Thanks for stopping by,

Chris

Thursday, April 21, 2011

Thinking on a Plastic Surgery

I'm still about 40 pounds above the weight that I want to reach, but I'm seriously thinking on having a plastic surgery soon, why? because I think that at least 1/2 of that weight that I still need to loose will go away with the skin that the surgeon will remove.

It's getting really hard to see myself naked on the mirror, I don't even want to think what my husband sees, I use spandex all the time and they don't work anymore, it is just too much skin hanging down, I tried walking and doing as much exercise as my heart allows me, and the skin is simply not going back to where it supposed to be. LOL

Yes I know, I should wait a little longer, and I will but every time I look at my mirror even wearing clothes I get depressed.

I will also encounter another problem, maybe the worst in this adventure... My heart, is it going to let me have the plastic surgery???
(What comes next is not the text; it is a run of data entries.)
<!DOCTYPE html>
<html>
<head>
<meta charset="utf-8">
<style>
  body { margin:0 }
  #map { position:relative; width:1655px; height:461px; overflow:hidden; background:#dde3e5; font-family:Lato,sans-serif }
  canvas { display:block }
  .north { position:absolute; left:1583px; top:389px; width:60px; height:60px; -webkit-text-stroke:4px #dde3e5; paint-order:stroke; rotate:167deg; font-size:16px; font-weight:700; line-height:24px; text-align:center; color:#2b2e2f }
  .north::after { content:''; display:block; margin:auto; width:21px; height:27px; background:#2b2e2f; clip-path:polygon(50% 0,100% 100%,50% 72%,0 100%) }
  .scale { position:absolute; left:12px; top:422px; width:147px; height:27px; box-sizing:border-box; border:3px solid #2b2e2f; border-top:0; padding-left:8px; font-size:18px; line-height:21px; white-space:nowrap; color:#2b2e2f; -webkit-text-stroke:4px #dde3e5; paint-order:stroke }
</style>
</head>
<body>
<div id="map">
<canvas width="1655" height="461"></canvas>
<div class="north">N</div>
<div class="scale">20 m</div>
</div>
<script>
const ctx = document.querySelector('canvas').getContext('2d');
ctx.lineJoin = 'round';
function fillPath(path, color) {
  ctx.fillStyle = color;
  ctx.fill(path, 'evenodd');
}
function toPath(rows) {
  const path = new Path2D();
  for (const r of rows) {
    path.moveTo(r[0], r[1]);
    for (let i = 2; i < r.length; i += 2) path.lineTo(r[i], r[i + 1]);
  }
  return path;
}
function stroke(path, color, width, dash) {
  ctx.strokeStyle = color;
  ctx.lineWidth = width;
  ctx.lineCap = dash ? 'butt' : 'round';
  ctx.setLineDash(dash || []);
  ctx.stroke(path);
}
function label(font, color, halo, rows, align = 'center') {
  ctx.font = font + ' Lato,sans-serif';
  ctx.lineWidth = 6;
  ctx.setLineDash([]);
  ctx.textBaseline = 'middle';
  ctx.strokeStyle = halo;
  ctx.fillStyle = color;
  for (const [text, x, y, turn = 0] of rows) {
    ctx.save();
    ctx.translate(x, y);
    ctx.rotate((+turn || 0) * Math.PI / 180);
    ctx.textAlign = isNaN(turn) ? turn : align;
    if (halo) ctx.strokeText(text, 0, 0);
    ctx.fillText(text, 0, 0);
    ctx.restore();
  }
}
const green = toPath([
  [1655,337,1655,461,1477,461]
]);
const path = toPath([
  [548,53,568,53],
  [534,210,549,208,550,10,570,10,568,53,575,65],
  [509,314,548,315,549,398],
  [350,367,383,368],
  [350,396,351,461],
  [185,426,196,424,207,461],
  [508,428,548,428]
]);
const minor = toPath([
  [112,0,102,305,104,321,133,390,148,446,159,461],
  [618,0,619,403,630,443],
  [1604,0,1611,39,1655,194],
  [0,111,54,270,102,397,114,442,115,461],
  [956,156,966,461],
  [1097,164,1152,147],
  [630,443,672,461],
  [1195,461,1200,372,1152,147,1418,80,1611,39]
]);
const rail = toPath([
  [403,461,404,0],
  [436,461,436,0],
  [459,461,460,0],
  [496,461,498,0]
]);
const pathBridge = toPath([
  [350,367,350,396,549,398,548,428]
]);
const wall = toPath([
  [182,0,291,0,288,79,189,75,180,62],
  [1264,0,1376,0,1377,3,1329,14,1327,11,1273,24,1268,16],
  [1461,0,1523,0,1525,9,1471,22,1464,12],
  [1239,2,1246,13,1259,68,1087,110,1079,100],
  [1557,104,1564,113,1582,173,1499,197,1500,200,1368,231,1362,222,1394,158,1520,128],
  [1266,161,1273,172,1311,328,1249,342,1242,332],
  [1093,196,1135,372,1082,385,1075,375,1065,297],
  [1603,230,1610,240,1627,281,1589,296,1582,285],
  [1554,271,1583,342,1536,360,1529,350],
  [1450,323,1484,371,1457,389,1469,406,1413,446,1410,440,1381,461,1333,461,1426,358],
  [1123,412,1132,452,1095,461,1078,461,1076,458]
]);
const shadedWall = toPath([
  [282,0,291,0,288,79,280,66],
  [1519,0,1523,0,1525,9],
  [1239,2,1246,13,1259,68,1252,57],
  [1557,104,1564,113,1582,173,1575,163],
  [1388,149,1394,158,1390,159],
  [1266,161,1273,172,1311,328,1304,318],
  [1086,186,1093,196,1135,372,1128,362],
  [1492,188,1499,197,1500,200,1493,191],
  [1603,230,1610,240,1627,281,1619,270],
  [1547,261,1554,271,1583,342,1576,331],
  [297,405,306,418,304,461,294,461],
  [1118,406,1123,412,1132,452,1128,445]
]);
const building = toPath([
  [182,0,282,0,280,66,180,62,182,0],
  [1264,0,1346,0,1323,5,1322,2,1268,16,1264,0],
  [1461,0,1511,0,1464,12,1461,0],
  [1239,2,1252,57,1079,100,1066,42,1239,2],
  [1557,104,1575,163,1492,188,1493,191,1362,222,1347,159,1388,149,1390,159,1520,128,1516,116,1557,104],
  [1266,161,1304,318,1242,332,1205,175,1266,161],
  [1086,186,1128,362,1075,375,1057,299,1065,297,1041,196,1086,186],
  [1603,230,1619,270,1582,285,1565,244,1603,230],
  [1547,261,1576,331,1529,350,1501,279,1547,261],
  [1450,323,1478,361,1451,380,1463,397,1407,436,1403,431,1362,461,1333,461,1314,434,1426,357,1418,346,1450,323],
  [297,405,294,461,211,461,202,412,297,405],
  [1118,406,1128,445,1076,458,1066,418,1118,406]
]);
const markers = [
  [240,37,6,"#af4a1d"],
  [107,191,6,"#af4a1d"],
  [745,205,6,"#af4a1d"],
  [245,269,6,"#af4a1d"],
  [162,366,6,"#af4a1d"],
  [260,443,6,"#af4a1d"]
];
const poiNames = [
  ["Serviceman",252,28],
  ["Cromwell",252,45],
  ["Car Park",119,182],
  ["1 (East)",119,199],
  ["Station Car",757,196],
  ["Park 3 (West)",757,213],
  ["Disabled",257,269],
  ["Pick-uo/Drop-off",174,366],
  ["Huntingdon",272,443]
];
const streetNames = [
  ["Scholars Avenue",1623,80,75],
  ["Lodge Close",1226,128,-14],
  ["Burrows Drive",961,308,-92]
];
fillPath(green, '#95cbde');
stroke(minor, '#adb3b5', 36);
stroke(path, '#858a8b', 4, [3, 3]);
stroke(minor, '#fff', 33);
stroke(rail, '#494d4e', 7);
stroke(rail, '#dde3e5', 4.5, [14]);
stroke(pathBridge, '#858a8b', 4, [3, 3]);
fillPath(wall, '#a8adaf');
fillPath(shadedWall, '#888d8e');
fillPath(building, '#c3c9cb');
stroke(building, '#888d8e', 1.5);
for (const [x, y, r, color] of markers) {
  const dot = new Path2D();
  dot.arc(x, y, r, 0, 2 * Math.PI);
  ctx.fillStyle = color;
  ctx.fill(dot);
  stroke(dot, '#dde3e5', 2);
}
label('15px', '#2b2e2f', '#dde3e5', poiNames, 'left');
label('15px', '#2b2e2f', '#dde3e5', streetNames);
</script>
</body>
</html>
Dr. Soldo, my cardiologist, told me "One step at a time" I'm hoping that the meaning is... "Yes but loose the weight first", he also said my heart is doing a lot better, but I'm not sure if it is ready for a set of new surgeries, because I want to fix everything, belly, back, legs, arms and of course boobs, if I have been going through all this I want to look like a princess, so pray for me and for my good luck to show up.

Thanks for Stopping by

Chris

Saturday, January 22, 2011


New Year, new look and new attitude, that is what I have been trying to do. I feel very good, loosing weight slow but constant and getting happier every day.

I'm walking every morning with one of my best friends, I just miss it when I have therapy for one of my elbows, and believe it or not, when I can't go, I feel a lot different, like I miss it.

This is my new look I cut my hair right before New Year's eve, I wasn't sure about my big chicks, but everyone loved it, what do you think?